Friday 26 January 2007

Imate profit warning

Imate's profit warning seems very familiar. It's blaming supply problems. The market is there - but it can't supply it, as a key component is not coming through.

The shares are down 40 percent. And no relief is in sight; the problems are likely to continue in the first half of next year.

Supply problems always seem to wrong-foot the analyst community. For some reason, the City doesn't seem interested in supply chains - just in sales.

Now for retailers, let's say, supply chain usually isn't a huge issue. If you can source knickers from China, you can just as easily get them from Tunisia or Poland. As long as the elastic works you should be OK.

With technology the issues are very different. The quality bar is much higher - and a shortfall in quality can be just as damaging as complete interruption of supply. Where unique components are being manufactured to a specific requirement, and particularly in fast moving areas such as wireless and IPTV, switching source isn't easy.

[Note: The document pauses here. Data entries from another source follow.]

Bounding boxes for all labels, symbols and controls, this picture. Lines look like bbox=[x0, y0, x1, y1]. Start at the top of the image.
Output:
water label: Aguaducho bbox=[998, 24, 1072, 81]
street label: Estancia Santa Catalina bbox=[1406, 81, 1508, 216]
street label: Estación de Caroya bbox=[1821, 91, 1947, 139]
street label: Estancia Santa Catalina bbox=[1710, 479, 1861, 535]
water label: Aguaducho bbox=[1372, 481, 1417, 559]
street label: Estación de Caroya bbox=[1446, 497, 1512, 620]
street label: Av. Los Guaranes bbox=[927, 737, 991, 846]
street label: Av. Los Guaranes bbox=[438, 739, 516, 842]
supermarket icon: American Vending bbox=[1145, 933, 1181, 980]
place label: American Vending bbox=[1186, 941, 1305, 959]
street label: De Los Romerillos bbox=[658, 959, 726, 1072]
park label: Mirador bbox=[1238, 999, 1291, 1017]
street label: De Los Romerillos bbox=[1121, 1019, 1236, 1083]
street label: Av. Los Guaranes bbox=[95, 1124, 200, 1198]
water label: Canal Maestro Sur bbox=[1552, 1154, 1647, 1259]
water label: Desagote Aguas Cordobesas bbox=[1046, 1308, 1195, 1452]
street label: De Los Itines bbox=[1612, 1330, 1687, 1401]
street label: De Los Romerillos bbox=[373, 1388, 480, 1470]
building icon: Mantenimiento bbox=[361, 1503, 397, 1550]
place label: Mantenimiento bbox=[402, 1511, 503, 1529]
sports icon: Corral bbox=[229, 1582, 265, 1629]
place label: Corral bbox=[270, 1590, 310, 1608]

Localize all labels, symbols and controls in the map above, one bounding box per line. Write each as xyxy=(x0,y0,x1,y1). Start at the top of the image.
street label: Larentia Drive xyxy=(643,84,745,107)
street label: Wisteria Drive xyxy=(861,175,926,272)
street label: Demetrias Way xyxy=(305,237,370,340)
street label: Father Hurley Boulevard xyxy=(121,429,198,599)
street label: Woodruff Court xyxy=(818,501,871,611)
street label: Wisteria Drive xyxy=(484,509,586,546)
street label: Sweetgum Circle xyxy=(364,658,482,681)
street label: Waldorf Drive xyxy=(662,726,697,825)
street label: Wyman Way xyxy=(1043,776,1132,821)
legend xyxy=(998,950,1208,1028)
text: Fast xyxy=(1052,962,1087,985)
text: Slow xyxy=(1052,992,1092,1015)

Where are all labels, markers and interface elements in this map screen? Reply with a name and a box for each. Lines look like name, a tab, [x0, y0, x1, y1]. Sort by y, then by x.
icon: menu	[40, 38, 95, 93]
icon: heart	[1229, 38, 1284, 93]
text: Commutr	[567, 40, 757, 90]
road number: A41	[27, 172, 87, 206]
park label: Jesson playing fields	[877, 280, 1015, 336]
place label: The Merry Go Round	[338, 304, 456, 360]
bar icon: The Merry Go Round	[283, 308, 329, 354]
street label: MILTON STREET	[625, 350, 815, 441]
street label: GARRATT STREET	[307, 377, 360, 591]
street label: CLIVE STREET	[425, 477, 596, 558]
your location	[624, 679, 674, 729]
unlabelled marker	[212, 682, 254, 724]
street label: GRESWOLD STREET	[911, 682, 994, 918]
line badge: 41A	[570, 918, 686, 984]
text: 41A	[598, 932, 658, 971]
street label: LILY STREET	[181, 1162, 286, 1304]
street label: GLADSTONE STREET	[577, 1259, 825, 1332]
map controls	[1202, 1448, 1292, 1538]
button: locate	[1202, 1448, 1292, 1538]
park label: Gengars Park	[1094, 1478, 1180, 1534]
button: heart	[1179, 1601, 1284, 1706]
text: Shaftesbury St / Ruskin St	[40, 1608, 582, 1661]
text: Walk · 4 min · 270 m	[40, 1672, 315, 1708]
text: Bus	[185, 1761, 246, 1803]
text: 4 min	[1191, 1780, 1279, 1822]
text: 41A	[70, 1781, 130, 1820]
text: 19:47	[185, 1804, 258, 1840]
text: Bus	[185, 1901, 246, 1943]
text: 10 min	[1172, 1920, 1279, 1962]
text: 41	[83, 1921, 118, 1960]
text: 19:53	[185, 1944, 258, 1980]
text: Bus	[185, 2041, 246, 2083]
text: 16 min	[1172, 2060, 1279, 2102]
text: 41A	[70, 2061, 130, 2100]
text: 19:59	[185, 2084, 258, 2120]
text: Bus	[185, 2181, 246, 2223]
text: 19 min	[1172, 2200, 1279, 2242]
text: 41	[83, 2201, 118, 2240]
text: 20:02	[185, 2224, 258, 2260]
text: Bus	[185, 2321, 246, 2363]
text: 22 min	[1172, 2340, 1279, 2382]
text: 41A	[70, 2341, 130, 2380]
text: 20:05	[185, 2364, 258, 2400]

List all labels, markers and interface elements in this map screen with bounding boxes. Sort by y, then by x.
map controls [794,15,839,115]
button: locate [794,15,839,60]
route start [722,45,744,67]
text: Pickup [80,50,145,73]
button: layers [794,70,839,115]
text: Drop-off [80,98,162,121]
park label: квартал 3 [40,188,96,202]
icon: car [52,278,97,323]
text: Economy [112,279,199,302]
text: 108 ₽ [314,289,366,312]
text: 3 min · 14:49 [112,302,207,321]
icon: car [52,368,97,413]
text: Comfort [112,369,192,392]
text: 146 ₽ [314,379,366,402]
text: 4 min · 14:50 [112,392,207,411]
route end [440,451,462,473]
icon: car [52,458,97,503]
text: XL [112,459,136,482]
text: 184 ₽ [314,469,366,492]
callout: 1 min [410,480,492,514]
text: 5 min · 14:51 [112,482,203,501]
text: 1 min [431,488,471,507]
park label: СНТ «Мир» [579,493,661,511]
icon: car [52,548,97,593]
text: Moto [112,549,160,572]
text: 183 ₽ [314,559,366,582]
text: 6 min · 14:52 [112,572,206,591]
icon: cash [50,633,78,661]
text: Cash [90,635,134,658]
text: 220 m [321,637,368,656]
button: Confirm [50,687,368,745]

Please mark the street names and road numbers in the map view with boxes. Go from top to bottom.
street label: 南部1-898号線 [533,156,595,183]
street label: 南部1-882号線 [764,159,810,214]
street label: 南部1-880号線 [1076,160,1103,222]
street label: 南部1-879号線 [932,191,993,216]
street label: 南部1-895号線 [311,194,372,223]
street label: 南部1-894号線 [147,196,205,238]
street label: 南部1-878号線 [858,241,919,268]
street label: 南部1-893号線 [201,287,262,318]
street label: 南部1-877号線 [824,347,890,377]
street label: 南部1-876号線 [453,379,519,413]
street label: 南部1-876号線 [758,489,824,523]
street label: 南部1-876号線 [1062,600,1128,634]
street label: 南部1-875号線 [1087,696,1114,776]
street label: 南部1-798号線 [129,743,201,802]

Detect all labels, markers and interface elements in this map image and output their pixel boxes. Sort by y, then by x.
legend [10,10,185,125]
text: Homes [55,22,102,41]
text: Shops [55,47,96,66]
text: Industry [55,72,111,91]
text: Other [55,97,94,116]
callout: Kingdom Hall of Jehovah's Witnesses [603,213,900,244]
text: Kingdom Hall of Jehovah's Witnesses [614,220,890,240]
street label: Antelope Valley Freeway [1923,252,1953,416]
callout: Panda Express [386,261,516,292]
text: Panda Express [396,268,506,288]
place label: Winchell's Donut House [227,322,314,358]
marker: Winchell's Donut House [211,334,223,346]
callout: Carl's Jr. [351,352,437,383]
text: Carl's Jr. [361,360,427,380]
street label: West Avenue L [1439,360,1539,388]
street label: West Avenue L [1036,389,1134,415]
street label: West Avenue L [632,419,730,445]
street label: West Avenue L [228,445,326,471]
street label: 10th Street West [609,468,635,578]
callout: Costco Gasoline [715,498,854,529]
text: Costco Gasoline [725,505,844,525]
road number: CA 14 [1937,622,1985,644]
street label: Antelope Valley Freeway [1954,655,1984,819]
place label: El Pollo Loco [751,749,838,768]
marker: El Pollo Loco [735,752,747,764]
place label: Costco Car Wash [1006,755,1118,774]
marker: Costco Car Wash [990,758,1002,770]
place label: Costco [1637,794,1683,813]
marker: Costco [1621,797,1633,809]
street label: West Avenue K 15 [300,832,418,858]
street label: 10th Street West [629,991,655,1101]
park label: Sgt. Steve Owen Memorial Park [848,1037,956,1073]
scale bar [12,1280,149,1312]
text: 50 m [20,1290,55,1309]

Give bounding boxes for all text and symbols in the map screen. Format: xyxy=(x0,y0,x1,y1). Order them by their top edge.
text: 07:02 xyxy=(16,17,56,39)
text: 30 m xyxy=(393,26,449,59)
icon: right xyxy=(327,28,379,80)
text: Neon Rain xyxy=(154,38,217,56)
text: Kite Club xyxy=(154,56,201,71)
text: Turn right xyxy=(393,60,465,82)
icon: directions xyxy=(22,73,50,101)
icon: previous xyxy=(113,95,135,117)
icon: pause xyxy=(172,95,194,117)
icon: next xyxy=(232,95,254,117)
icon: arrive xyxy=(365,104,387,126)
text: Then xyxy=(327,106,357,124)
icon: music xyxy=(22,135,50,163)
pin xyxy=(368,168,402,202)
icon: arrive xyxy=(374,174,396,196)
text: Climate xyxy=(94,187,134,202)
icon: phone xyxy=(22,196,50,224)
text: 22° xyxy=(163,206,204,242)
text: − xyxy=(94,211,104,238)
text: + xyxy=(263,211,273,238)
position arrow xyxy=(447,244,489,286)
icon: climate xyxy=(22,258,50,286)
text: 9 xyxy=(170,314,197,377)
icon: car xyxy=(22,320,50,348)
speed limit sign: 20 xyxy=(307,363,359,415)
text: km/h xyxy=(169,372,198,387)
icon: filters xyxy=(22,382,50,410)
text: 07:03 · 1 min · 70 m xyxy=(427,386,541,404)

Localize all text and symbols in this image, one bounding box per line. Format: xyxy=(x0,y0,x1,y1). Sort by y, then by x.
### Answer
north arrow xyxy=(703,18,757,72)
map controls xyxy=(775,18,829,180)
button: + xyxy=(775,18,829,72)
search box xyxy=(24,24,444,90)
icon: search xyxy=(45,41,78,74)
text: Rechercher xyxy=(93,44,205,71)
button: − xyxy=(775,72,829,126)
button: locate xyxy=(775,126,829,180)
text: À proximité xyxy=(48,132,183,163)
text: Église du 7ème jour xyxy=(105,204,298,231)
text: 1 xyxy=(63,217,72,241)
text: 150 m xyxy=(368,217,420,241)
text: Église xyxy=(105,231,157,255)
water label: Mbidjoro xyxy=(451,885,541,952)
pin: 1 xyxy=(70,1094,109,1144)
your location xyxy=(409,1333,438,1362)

I started this blog entry by saying the problem seems familiar. Anybody remember Trafficmaster's issues with sourcing of components for is Smartnav system back in 2004? or Jessops blaming difficulty getting hold of DSLRs for its subdued Christmas sales figures this year?

Perhaps we should be asking management how they manage their supply chains. But we're not. Companies are required to disclose their hedging of foreign currencies but they're not required to put any mention of their sourcing policies in the annual report. Which is really more important for a tech company - a 5% variance in this year's profits, or the entire business strategy belown to bits?